- PROVIDED ENTRIES -
----

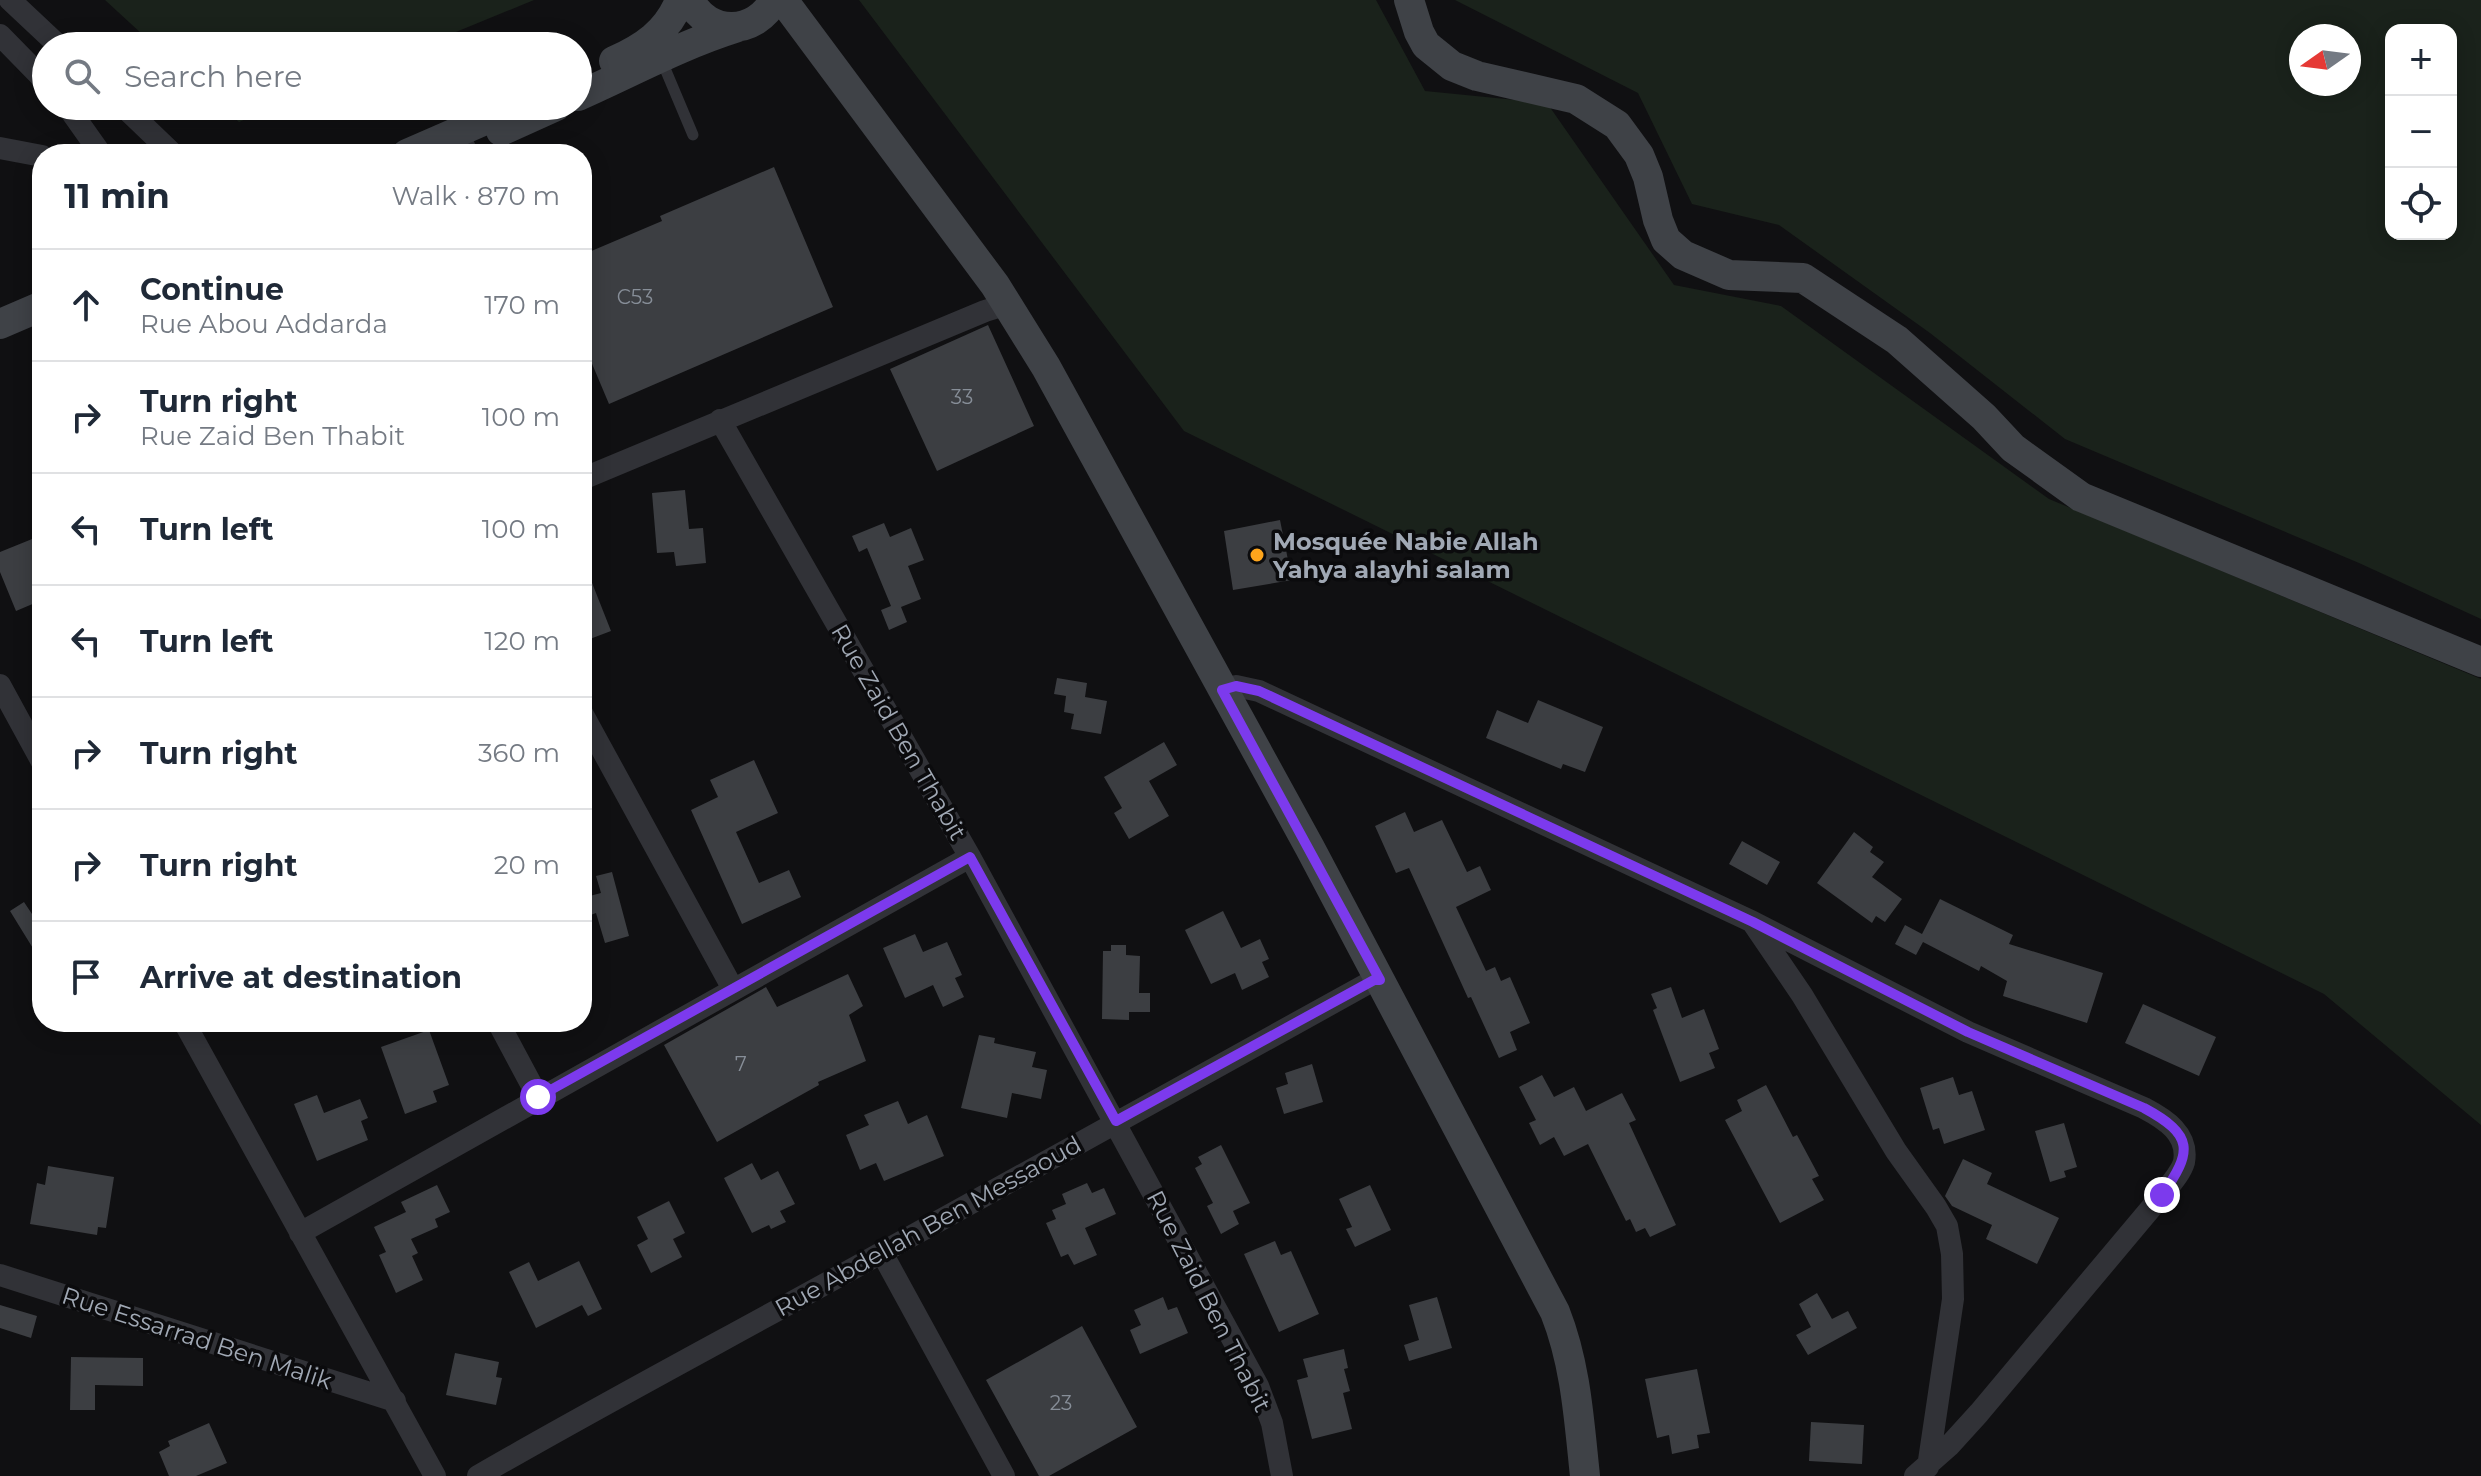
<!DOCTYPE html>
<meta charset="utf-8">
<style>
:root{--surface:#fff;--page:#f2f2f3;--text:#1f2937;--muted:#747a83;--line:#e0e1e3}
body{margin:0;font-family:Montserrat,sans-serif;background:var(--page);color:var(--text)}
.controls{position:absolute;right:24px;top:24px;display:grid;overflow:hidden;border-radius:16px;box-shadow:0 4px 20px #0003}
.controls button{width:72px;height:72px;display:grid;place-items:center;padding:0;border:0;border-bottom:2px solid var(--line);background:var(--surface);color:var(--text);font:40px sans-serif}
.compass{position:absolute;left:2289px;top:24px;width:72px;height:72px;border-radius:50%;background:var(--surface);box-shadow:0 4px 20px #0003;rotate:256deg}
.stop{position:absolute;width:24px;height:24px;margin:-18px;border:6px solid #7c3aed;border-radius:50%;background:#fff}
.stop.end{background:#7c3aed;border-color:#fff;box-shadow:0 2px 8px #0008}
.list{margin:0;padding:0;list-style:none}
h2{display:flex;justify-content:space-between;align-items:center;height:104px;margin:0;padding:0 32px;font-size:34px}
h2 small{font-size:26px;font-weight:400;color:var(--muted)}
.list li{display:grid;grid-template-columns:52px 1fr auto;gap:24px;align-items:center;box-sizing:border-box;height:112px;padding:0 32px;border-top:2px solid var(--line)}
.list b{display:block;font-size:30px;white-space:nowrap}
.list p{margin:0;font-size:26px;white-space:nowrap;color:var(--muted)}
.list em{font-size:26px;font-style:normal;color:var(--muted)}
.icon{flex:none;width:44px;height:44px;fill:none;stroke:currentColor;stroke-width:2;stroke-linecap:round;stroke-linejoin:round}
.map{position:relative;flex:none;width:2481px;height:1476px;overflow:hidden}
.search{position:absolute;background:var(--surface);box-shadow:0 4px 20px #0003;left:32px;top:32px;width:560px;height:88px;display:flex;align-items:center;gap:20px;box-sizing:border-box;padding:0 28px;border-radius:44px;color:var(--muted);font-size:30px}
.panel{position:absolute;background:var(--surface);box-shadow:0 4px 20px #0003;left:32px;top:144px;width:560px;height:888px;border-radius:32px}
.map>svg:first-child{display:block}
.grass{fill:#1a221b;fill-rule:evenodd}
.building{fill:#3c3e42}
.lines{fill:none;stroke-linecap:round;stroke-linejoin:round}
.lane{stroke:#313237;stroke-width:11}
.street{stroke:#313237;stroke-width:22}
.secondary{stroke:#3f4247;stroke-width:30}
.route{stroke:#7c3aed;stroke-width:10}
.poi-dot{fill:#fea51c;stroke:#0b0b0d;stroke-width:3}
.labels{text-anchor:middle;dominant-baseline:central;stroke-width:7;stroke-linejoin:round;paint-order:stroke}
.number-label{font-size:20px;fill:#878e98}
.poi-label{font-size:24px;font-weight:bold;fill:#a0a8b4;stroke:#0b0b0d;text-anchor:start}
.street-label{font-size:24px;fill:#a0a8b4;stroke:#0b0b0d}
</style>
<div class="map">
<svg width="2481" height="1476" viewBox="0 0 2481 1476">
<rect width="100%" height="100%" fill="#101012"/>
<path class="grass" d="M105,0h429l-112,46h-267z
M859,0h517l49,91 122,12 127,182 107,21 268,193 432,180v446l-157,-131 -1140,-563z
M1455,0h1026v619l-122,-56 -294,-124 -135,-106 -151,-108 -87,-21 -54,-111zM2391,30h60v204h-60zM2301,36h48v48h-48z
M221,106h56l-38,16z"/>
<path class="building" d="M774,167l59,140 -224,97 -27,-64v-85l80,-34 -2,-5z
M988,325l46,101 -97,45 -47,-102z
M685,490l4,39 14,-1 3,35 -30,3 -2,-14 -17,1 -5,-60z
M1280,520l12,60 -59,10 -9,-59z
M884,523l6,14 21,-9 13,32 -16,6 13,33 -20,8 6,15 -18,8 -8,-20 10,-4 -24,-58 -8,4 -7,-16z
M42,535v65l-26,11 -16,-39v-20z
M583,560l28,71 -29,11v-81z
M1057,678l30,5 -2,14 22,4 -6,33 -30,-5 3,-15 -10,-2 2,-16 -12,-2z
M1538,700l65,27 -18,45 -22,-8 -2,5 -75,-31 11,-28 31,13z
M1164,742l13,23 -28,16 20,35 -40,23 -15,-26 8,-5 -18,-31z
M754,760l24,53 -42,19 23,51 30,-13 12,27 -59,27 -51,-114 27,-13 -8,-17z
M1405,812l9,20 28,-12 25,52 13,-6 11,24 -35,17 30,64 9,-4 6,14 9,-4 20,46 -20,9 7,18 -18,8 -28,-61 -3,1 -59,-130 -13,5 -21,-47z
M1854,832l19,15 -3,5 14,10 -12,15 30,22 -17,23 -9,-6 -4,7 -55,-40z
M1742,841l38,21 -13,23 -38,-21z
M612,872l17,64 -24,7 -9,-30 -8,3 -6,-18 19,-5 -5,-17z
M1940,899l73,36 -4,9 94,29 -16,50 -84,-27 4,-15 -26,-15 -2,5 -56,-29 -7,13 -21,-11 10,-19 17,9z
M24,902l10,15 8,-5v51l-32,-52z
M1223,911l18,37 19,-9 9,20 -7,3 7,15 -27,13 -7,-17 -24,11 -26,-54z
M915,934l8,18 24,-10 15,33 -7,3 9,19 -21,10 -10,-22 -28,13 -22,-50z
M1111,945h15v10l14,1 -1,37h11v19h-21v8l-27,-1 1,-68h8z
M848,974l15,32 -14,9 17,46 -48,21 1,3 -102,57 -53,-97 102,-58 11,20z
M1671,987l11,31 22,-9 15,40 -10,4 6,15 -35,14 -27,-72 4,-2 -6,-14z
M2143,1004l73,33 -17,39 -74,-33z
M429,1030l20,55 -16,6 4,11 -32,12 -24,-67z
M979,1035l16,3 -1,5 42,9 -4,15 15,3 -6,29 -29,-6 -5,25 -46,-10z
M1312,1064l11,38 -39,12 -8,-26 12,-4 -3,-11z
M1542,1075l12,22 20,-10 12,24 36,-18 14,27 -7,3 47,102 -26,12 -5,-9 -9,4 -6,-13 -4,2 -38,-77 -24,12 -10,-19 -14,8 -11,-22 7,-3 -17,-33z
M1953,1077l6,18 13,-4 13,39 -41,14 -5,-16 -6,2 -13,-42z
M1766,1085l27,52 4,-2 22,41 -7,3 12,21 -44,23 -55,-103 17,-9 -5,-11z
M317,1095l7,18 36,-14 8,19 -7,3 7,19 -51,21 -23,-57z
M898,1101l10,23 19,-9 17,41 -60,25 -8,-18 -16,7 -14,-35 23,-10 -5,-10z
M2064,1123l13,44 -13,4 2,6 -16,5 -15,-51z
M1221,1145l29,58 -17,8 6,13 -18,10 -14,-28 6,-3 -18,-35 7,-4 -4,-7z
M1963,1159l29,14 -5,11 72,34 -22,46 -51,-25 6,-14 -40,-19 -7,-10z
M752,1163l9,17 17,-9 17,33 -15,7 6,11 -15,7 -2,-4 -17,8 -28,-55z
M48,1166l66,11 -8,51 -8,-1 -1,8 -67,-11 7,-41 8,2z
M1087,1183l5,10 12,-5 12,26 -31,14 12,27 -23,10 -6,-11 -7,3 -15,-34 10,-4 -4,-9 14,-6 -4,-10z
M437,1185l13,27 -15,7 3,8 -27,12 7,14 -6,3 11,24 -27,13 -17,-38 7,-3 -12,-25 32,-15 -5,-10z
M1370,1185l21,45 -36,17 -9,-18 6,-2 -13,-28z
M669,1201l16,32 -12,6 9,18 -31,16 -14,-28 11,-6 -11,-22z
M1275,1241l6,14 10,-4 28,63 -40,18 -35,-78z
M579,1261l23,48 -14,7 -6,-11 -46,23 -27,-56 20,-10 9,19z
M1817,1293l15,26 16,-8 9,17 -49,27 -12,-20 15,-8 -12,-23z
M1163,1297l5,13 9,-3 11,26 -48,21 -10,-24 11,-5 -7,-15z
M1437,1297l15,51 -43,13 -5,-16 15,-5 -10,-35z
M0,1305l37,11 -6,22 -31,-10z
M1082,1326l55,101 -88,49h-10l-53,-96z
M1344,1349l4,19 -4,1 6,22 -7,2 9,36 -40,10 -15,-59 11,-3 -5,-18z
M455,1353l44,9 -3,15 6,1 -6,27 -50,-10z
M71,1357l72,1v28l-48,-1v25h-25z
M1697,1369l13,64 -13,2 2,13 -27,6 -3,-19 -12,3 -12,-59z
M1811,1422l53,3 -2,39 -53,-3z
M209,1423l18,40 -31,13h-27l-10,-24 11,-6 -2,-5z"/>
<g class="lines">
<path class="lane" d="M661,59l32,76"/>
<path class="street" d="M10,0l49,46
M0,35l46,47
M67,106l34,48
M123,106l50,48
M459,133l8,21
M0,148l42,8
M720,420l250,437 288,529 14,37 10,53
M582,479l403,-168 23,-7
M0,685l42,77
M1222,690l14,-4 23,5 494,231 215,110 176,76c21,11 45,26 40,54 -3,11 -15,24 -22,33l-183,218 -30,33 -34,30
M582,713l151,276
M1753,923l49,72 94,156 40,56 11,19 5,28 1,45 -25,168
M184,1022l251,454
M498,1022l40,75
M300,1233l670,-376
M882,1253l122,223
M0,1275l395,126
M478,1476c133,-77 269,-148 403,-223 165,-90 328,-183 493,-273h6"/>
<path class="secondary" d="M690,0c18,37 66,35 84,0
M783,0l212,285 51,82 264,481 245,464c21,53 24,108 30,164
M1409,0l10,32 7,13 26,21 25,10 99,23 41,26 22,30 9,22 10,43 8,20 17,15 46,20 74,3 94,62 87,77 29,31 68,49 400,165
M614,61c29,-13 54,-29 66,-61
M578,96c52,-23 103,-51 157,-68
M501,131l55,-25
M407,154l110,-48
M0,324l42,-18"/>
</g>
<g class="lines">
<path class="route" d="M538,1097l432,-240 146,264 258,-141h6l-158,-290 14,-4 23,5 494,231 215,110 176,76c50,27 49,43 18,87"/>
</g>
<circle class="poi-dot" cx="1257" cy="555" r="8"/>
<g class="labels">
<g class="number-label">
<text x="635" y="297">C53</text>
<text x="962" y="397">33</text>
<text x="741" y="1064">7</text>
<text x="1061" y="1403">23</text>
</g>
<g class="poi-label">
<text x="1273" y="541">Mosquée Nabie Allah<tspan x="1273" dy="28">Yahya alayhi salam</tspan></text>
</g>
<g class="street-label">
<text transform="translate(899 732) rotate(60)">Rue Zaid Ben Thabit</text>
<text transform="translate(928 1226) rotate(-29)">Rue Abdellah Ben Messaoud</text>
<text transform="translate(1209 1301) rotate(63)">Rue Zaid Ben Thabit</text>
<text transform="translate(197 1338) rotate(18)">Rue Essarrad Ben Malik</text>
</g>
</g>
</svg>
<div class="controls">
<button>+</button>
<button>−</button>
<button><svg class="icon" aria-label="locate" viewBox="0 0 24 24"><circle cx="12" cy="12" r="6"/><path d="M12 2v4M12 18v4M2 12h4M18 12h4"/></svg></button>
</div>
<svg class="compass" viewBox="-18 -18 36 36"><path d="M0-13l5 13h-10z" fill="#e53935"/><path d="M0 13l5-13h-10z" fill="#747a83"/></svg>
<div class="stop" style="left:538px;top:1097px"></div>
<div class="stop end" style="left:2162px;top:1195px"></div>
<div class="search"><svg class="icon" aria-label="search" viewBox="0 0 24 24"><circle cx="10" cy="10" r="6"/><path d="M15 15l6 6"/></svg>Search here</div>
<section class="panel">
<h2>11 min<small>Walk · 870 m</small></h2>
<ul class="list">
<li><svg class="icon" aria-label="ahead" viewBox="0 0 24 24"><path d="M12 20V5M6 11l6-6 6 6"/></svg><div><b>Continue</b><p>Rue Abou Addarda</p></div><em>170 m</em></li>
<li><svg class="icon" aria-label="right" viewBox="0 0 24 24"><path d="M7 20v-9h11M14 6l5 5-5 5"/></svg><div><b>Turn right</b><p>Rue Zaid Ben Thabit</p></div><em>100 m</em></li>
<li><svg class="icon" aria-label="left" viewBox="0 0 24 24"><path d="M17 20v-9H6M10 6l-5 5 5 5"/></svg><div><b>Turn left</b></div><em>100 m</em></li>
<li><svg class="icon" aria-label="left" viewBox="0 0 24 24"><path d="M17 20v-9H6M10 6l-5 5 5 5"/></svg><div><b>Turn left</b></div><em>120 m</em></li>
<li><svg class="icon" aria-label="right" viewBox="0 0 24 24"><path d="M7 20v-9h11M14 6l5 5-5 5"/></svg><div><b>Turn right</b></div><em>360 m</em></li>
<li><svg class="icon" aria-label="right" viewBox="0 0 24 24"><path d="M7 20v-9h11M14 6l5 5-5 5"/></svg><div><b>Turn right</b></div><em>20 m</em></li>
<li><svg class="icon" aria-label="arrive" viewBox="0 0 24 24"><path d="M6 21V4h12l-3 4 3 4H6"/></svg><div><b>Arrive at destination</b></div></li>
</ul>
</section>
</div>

----

- YOUR INSTRUCTIONS -
Return every line from the material that contains the word "nowrap".

- REPLY TO THE TASK -
.list b{display:block;font-size:30px;white-space:nowrap}
.list p{margin:0;font-size:26px;white-space:nowrap;color:var(--muted)}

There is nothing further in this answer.